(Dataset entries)

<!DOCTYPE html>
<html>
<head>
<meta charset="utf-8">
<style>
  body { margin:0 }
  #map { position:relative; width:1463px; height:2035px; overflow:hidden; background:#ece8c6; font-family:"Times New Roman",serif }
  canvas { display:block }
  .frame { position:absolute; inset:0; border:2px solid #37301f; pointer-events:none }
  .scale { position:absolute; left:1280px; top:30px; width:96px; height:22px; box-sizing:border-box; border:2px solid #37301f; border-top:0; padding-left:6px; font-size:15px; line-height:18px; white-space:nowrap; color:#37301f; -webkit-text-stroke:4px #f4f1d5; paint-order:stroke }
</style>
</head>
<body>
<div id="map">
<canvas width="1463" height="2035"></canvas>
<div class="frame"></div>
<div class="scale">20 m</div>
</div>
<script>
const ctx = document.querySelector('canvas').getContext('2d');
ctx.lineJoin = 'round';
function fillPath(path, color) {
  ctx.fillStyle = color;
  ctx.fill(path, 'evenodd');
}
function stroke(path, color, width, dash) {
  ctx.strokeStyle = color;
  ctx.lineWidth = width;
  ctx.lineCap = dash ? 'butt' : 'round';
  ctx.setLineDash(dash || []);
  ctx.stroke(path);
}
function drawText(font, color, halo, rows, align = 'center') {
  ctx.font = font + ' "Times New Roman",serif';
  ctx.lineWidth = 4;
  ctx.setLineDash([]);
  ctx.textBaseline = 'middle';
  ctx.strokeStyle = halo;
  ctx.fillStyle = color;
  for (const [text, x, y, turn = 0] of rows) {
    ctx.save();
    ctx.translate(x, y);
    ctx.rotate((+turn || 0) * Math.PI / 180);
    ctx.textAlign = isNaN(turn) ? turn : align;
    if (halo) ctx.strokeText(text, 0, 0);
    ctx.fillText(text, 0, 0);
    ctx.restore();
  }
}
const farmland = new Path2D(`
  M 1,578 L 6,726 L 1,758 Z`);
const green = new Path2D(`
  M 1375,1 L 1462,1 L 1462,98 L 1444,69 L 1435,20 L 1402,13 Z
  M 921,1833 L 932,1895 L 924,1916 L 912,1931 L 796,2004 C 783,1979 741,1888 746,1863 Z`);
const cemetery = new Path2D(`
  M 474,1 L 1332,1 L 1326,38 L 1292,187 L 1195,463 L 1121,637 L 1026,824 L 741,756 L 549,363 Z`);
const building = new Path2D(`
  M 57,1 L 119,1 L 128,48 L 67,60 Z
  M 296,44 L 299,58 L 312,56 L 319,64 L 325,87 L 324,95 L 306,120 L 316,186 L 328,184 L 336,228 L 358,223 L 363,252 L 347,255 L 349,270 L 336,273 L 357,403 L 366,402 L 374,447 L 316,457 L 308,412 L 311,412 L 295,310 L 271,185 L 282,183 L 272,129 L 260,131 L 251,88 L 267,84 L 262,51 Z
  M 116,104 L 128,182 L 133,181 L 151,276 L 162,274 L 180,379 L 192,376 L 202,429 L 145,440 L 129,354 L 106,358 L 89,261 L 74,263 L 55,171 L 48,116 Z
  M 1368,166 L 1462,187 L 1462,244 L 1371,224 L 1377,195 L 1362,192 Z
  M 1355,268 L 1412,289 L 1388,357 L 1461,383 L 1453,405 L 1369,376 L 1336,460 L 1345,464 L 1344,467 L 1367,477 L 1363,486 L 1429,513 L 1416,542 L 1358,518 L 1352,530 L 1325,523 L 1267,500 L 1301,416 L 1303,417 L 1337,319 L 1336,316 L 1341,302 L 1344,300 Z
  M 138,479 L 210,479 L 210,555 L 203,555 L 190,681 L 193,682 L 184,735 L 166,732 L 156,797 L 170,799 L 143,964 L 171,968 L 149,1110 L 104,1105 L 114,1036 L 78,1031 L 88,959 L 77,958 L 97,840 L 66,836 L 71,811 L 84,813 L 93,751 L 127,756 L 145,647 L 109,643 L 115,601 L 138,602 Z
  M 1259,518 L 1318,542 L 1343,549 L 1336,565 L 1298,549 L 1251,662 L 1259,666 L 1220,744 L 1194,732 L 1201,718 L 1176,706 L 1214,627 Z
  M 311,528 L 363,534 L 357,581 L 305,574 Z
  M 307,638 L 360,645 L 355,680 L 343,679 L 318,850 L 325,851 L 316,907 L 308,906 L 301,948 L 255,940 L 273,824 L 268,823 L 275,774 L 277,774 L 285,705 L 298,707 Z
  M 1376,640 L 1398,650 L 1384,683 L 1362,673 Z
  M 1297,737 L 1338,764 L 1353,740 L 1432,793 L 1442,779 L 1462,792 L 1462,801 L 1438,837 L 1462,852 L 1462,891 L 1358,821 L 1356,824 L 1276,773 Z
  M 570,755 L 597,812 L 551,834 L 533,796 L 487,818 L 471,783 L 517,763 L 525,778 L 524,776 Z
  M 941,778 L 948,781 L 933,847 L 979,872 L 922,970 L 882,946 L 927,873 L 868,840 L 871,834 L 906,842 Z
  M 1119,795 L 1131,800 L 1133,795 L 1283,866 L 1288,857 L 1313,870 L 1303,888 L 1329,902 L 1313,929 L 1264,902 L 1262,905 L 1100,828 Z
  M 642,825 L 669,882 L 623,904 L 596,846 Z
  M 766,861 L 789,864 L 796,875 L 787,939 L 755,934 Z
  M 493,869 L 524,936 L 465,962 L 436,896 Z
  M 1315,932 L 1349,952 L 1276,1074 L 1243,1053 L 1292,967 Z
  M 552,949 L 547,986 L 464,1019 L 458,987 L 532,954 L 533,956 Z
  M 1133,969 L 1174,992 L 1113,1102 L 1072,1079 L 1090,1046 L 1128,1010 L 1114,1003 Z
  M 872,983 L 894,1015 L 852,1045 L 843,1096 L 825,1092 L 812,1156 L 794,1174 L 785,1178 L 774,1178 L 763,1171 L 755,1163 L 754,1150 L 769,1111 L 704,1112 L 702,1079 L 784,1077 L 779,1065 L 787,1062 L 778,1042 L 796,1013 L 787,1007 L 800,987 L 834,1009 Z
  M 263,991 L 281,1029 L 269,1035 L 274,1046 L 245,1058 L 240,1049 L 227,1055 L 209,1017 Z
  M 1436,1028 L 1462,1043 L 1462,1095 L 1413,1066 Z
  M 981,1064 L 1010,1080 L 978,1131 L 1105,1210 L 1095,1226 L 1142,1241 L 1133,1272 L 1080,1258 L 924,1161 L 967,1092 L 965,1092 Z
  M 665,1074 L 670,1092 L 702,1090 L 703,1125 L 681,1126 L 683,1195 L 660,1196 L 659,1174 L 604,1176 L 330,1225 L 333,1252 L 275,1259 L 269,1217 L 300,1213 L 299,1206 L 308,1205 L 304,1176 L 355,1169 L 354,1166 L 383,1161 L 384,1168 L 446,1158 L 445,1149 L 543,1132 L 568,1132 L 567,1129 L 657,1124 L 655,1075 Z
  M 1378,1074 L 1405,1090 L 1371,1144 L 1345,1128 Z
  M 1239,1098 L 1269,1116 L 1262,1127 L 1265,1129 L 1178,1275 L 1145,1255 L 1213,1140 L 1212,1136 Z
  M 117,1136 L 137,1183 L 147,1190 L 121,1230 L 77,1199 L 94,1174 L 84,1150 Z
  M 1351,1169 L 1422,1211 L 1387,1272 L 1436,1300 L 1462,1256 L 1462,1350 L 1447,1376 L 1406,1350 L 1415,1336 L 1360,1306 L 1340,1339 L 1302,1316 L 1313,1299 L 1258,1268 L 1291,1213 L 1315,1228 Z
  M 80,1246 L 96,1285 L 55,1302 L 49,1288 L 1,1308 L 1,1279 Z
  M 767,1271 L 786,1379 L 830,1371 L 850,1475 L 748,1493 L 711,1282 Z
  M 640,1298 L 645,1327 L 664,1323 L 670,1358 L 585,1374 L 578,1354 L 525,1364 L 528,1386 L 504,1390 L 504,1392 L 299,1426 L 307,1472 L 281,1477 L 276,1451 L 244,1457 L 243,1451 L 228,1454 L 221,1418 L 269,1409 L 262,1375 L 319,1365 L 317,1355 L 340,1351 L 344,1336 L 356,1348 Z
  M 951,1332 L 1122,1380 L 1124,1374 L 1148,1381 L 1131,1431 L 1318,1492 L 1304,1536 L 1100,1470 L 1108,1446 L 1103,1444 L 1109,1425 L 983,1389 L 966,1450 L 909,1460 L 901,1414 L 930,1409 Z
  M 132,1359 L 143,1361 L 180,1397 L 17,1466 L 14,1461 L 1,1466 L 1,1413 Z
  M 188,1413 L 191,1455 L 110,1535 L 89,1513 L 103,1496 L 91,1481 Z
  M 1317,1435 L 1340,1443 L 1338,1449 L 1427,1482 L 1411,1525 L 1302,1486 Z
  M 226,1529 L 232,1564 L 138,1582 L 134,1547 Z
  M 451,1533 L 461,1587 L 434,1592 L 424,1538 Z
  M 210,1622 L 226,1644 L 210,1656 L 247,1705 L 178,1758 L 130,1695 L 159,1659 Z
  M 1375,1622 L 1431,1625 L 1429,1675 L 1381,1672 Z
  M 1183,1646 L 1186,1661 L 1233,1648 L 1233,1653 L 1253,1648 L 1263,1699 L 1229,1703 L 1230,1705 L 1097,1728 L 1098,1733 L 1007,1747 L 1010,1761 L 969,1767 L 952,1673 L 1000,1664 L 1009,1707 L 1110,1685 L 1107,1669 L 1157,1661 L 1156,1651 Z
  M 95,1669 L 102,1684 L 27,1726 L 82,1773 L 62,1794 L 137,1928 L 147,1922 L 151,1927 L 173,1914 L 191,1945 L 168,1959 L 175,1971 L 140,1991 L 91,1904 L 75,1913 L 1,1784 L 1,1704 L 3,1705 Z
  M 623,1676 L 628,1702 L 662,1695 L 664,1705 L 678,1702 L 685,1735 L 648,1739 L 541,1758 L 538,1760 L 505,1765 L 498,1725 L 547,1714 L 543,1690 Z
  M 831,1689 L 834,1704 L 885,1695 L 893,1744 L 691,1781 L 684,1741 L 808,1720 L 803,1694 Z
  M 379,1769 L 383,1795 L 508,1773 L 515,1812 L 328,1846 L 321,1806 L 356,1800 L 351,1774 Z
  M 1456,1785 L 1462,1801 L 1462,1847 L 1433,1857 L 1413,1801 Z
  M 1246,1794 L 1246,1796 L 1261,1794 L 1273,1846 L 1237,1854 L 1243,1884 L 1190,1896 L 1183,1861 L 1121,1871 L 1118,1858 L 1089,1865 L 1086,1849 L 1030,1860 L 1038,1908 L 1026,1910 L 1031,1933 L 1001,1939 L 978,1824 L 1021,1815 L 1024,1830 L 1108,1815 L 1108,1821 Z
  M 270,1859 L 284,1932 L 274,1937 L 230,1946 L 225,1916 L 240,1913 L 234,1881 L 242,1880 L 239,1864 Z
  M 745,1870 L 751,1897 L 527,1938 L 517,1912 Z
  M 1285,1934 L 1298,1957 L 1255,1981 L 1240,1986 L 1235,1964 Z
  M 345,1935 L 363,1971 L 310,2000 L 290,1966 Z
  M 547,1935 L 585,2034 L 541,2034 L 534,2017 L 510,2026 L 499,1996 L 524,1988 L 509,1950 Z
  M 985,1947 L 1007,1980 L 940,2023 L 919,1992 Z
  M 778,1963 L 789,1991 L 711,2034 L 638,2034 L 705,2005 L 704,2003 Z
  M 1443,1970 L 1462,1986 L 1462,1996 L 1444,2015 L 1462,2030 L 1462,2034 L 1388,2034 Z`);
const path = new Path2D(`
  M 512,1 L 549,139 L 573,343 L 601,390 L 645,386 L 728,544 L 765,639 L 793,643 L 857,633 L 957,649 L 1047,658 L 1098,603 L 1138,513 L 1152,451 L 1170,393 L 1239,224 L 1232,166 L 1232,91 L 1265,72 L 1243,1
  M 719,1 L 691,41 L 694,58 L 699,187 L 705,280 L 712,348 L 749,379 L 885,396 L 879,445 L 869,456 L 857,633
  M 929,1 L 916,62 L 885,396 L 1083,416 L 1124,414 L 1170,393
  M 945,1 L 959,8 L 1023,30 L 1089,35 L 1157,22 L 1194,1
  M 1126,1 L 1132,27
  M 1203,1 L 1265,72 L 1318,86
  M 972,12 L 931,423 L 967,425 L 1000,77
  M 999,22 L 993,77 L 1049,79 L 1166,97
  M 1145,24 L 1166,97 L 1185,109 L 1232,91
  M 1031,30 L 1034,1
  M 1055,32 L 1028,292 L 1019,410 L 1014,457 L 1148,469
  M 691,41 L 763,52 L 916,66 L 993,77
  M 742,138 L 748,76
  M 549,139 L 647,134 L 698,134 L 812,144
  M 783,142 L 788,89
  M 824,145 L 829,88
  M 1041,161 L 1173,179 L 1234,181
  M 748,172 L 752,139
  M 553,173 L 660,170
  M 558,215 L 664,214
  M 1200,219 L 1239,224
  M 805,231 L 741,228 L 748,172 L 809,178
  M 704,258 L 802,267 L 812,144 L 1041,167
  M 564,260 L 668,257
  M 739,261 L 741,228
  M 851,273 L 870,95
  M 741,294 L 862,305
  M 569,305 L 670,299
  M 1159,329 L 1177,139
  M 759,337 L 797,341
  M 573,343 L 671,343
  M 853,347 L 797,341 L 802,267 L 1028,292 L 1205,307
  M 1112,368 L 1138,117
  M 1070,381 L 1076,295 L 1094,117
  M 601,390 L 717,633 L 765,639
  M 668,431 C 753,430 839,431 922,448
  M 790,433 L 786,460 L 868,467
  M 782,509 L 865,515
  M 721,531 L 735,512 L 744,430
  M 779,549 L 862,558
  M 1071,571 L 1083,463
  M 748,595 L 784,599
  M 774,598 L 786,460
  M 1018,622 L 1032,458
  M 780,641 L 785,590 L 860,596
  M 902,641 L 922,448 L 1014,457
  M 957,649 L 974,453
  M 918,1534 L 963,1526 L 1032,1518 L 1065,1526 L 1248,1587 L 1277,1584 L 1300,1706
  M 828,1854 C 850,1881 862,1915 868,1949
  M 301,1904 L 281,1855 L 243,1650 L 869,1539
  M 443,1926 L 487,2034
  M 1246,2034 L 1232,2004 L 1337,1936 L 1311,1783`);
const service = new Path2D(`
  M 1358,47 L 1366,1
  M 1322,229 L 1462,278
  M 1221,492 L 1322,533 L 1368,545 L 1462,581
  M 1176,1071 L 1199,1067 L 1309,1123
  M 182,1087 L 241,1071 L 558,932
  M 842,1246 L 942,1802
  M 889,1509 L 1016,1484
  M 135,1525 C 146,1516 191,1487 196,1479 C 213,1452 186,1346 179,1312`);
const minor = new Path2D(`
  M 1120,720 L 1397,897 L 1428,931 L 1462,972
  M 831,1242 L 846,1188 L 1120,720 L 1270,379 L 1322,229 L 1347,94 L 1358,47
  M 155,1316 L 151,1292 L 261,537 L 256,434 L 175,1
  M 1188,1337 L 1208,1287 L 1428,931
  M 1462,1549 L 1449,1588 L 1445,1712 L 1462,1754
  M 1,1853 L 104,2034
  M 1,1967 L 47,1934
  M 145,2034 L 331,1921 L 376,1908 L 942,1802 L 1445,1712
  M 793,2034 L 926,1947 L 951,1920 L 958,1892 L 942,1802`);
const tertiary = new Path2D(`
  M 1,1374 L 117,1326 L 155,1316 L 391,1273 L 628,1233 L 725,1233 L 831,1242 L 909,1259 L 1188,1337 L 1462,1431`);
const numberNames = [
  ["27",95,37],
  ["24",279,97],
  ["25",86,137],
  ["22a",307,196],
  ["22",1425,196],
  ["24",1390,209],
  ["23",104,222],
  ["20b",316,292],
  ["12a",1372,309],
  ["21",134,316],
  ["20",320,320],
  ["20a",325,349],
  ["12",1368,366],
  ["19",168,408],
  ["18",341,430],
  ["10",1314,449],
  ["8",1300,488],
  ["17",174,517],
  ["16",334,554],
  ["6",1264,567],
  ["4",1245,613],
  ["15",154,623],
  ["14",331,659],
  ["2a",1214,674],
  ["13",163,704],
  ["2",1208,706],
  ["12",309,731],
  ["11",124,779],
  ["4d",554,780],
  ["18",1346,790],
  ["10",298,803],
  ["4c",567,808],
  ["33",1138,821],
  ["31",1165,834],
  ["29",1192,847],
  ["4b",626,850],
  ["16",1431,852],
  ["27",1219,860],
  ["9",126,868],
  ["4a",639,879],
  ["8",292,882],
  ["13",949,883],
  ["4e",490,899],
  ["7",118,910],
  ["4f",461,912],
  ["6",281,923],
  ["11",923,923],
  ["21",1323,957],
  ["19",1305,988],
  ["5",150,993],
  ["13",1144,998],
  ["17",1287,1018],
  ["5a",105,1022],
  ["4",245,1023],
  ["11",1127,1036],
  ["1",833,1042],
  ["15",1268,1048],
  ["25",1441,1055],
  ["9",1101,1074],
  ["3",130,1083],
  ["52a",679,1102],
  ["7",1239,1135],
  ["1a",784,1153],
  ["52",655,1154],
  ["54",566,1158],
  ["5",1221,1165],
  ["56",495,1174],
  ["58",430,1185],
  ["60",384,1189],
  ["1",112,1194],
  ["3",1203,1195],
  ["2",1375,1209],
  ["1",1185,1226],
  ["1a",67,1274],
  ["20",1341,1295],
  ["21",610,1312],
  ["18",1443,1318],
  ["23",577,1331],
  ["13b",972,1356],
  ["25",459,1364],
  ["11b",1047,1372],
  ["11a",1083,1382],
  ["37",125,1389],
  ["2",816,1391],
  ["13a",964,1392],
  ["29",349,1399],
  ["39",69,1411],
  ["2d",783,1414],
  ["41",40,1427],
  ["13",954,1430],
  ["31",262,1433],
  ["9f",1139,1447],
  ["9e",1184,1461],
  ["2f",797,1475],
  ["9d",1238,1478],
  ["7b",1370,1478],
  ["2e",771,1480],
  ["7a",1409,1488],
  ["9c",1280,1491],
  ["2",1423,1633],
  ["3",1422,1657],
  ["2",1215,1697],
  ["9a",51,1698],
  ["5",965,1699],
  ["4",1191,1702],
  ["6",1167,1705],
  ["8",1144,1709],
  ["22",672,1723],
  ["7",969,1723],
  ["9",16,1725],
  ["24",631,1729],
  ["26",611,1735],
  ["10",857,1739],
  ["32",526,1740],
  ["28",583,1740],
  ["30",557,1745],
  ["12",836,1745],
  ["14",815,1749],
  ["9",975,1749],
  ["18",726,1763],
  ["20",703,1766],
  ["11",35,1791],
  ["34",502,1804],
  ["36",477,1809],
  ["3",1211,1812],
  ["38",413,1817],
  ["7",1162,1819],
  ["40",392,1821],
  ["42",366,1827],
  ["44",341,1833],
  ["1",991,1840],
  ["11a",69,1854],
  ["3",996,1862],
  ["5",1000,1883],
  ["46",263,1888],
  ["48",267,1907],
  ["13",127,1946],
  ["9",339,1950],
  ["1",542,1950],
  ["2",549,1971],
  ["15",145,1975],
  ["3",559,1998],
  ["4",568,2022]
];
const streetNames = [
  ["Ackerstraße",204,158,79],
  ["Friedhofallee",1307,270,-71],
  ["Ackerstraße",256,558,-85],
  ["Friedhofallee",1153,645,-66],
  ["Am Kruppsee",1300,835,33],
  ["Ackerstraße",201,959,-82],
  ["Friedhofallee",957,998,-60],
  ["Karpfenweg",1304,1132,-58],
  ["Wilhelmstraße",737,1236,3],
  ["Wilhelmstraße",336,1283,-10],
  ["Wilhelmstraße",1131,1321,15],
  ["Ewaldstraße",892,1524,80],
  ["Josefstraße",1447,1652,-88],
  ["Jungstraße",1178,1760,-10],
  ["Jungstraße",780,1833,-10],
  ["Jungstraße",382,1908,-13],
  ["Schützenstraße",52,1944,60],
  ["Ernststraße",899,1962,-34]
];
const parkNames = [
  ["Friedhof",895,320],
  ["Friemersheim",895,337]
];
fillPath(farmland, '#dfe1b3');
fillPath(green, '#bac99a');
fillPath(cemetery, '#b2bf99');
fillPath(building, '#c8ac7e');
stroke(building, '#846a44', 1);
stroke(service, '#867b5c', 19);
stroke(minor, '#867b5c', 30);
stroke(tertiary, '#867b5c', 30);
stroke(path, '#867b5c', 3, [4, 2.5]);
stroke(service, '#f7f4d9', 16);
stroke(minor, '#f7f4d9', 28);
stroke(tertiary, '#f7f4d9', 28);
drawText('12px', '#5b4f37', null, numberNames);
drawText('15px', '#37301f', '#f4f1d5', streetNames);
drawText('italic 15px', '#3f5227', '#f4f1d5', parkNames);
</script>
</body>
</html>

■ What you will do
Across the data above, count every line with "setLineDash" in it and write only the total.

■ Written response
2